In most cases, a tic appears, lasts for a few months, and then goes away on its own. Some experts recommend going to a doctor only if the tic becomes a hindrance to the child’s life.
Parents or caregivers can share any concerns about their child’s motor or vocal tics with their pediatrician. They will be asked questions about what the tic or tics look like, when the symptoms started, and how often they occur. The patient may be referred to a neurologist to rule out any medical conditions that could be causing or contributing to their child’s tics. If a tic disorder is diagnosed, the provider can help the family determine the best course of treatment.
A supportive family can significantly and positively impact a child coping with a tic disorder, in part by limiting the attention focused on the symptoms. It’s important to remember that no one, including the child, has done anything to cause the tic. Providing a calm environment is an important way a parent can help. Tics sometimes wane in intensity when a child feels calmer and more relaxed. To this end, meditation or breathing practices and exercise can be useful.

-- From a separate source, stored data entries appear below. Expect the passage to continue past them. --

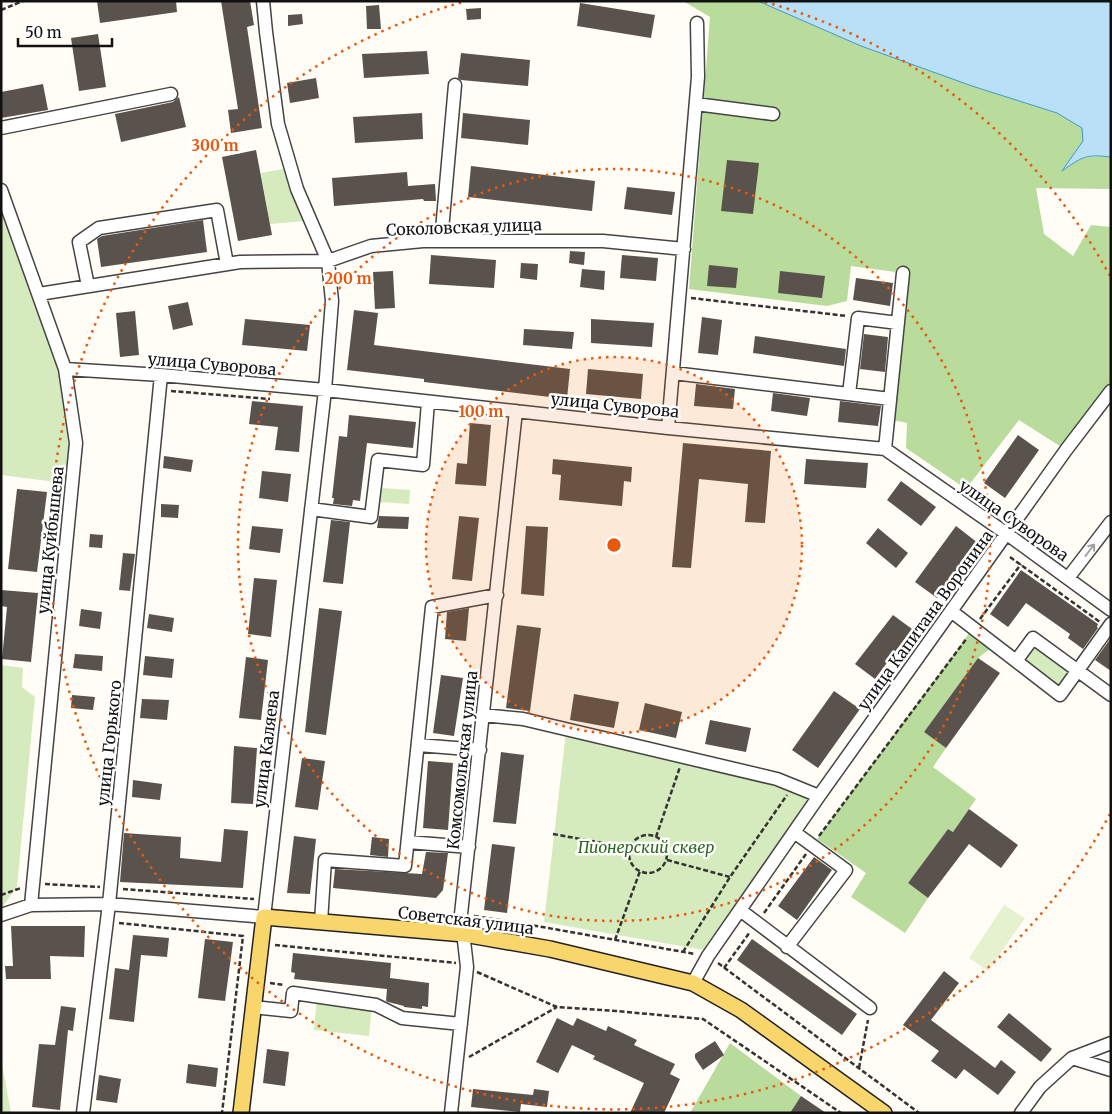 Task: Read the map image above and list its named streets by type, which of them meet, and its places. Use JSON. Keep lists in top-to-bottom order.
{
  "streets": {
    "main road": ["улица Каляева", "Советская улица"],
    "street": [
      "Соколовская улица",
      "улица Суворова",
      "улица Куйбышева",
      "улица Капитана Воронина",
      "улица Горького",
      "Комсомольская улица"
    ]
  },
  "crossings": [
    ["Соколовская улица", "улица Куйбышева"],
    ["Соколовская улица", "улица Каляева"],
    ["улица Суворова", "улица Куйбышева"],
    ["улица Суворова", "улица Капитана Воронина"],
    ["улица Суворова", "улица Горького"],
    ["улица Суворова", "улица Каляева"],
    ["улица Суворова", "Комсомольская улица"],
    ["улица Куйбышева", "Советская улица"],
    ["улица Капитана Воронина", "Советская улица"],
    ["улица Горького", "Советская улица"],
    ["улица Каляева", "Советская улица"],
    ["Комсомольская улица", "Советская улица"]
  ],
  "parks": ["Пионерский сквер"],
  "scale_bar": "50 m",
  "rings": ["300 m", "200 m", "100 m"]
}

Medication is not typically prescribed to patients with provisional tic disorder, as it most often resolves on its own with time.
For tics that cause a child distress, one type of behavioral therapy many people find helpful, and recommended by the American Academy of Neurology, is called Comprehensive Behavioral Intervention of Tics, or CBIT. This therapy attempts to help a child replace a tic with a less intrusive action. A child might learn to breathe deeply when they feel the urge to engage in a tic, for instance. The goal is to weaken the connection between the urge to engage in a tic and the reward gained from it. When the therapy works, the child learns that there are ways to soothe their urge other than the disruptive tic.